Problem details: Print verbatim the lines from the beginning of the entries through the line containing "--surface:#fff; --page:#f2f2f3; --text:#2b2b33;", both ends included. Pictures should be left out.

Input material:
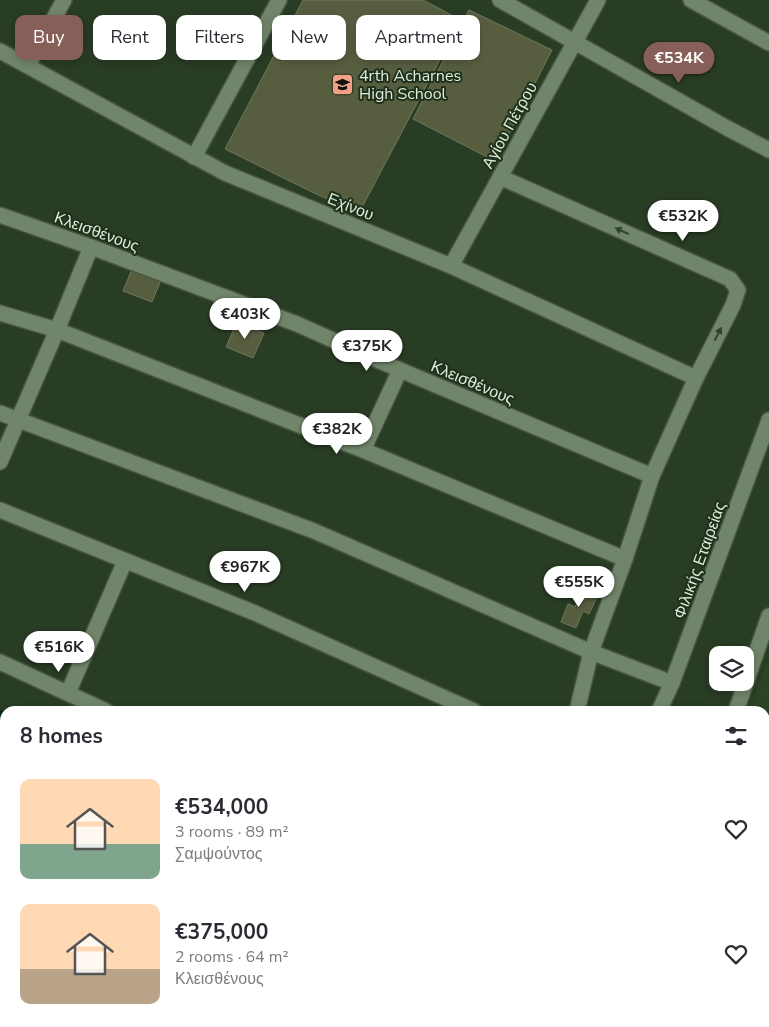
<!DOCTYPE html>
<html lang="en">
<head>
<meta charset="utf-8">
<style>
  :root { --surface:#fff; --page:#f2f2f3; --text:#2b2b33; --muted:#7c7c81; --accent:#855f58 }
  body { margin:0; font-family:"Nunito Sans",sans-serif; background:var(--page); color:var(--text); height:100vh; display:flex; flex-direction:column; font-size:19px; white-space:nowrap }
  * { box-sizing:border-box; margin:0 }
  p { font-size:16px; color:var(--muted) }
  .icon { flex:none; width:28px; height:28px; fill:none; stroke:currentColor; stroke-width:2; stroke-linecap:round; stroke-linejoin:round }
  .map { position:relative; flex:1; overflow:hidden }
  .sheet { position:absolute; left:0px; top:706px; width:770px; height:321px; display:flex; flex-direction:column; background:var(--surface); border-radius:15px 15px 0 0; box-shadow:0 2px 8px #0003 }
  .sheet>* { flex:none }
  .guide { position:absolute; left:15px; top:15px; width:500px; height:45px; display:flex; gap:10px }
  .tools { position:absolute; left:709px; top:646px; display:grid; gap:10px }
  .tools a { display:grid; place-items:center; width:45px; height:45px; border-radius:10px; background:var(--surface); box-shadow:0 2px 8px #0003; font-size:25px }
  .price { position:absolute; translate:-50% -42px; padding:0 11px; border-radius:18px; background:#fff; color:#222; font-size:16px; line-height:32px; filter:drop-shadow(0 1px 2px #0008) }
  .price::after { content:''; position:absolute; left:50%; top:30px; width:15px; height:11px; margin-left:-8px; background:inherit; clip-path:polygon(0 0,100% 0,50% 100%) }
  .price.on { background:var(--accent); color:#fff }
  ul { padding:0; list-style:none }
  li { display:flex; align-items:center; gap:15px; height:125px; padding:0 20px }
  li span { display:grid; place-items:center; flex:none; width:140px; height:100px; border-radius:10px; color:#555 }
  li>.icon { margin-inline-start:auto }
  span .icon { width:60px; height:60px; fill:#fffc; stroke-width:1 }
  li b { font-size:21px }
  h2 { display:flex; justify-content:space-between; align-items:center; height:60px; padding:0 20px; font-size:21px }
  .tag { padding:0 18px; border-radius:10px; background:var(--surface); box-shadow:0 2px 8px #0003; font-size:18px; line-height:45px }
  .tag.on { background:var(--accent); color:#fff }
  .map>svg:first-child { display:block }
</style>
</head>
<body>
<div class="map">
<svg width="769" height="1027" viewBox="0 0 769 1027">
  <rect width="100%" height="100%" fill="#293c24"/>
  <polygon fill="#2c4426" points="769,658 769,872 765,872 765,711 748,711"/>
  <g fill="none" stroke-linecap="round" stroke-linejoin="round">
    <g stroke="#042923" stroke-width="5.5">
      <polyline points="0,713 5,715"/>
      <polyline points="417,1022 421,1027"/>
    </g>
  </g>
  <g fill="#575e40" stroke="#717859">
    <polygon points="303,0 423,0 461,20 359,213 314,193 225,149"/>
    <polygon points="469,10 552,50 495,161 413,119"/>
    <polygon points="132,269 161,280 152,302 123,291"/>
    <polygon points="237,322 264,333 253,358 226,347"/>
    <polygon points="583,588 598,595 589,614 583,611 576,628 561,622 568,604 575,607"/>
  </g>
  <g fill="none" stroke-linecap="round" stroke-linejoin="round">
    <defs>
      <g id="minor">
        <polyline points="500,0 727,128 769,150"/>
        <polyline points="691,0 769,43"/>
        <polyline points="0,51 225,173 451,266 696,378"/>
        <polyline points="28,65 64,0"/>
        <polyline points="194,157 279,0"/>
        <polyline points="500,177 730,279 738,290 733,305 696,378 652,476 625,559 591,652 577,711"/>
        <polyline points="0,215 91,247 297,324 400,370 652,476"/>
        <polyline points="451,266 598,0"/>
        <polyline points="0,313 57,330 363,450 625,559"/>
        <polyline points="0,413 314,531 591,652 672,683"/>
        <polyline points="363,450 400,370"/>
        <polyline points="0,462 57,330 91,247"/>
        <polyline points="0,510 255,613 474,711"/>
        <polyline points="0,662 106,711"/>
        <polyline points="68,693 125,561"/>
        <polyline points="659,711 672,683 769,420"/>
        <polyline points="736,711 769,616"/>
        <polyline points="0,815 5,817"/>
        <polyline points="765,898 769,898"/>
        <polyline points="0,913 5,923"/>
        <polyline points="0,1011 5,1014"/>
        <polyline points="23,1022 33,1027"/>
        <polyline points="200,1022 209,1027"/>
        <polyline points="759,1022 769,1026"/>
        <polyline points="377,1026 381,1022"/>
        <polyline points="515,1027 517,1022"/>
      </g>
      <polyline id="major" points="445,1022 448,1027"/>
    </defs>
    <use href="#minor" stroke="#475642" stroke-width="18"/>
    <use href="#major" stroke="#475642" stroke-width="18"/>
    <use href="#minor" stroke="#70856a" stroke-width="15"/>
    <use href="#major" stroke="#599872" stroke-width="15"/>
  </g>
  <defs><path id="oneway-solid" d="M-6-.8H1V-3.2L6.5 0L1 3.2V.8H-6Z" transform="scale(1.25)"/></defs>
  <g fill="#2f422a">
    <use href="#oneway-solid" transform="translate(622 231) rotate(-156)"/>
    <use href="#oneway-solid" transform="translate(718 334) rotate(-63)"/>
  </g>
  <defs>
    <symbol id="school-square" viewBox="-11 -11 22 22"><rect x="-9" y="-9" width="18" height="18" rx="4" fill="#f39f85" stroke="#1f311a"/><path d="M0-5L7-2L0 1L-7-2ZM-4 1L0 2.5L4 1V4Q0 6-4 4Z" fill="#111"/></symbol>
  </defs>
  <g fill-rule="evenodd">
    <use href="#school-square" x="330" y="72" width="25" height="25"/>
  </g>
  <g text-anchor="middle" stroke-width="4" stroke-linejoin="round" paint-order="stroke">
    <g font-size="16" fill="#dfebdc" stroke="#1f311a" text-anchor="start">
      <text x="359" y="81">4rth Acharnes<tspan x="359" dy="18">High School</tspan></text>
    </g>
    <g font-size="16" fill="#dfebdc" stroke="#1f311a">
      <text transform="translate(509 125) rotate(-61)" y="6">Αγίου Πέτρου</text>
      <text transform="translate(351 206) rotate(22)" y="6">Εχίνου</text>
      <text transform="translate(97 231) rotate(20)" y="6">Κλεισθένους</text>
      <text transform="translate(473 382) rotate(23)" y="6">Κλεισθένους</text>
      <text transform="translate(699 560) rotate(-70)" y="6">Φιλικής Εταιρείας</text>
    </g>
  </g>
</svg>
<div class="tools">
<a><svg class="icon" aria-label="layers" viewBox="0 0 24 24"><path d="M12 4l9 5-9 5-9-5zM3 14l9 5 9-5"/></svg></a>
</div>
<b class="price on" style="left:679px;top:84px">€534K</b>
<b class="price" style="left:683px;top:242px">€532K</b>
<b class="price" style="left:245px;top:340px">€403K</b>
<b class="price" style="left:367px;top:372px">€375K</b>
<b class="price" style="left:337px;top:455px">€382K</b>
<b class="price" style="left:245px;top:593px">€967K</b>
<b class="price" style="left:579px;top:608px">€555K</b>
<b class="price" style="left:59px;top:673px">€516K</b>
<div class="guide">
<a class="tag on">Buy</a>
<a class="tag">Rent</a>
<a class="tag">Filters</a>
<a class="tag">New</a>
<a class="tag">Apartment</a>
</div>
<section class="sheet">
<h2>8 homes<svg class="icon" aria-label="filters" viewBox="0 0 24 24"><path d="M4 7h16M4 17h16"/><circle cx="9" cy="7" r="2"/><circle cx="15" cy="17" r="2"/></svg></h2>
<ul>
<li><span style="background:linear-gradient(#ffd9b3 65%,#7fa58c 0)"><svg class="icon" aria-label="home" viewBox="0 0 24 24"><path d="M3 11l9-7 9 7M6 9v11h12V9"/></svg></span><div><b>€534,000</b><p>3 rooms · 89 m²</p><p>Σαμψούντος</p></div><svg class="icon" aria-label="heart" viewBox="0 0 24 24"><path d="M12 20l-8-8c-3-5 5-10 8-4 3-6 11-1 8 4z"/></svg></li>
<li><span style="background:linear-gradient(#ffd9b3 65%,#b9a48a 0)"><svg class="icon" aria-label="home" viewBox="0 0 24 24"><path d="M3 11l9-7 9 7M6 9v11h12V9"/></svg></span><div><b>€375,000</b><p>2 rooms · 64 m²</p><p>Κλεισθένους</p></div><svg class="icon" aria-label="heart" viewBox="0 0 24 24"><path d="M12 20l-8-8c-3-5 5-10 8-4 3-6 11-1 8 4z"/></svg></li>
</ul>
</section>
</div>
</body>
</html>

Solution for this problem:
<!DOCTYPE html>
<html lang="en">
<head>
<meta charset="utf-8">
<style>
  :root { --surface:#fff; --page:#f2f2f3; --text:#2b2b33; --muted:#7c7c81; --accent:#855f58 }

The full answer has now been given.